Records excerpted from a collection
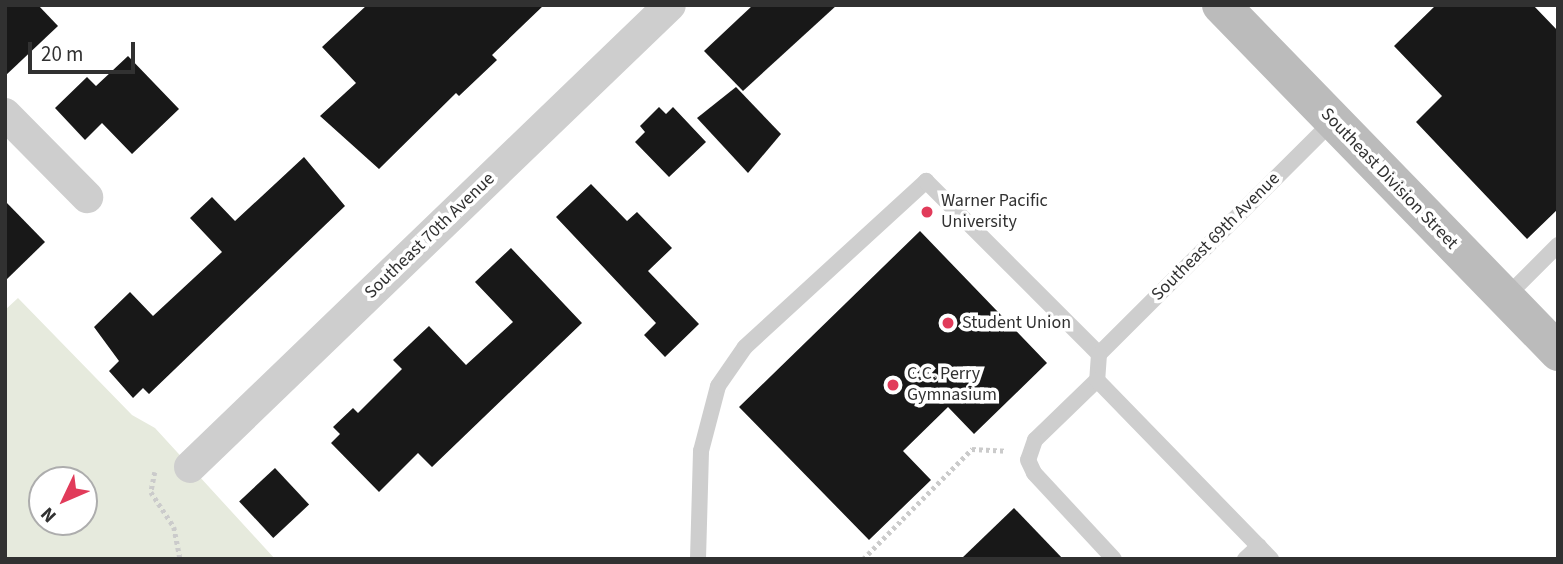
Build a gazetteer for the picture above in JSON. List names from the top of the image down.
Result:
{
  "streets": {
    "main road": ["Southeast Division Street"],
    "street": ["Southeast 70th Avenue"],
    "lane": ["Southeast 69th Avenue"]
  },
  "crossings": [
    ["Southeast Division Street", "Southeast 69th Avenue"]
  ],
  "places": ["Warner Pacific University", "Student Union", "C.C. Perry Gymnasium"],
  "scale_bar": "20 m",
  "north": "bottom left"
}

• **Task item**
Without the pictures, repeat every record above exactly as written.

• **Your response**
Build a gazetteer for the picture above in JSON. List names from the top of the image down.
Result:
{
  "streets": {
    "main road": ["Southeast Division Street"],
    "street": ["Southeast 70th Avenue"],
    "lane": ["Southeast 69th Avenue"]
  },
  "crossings": [
    ["Southeast Division Street", "Southeast 69th Avenue"]
  ],
  "places": ["Warner Pacific University", "Student Union", "C.C. Perry Gymnasium"],
  "scale_bar": "20 m",
  "north": "bottom left"
}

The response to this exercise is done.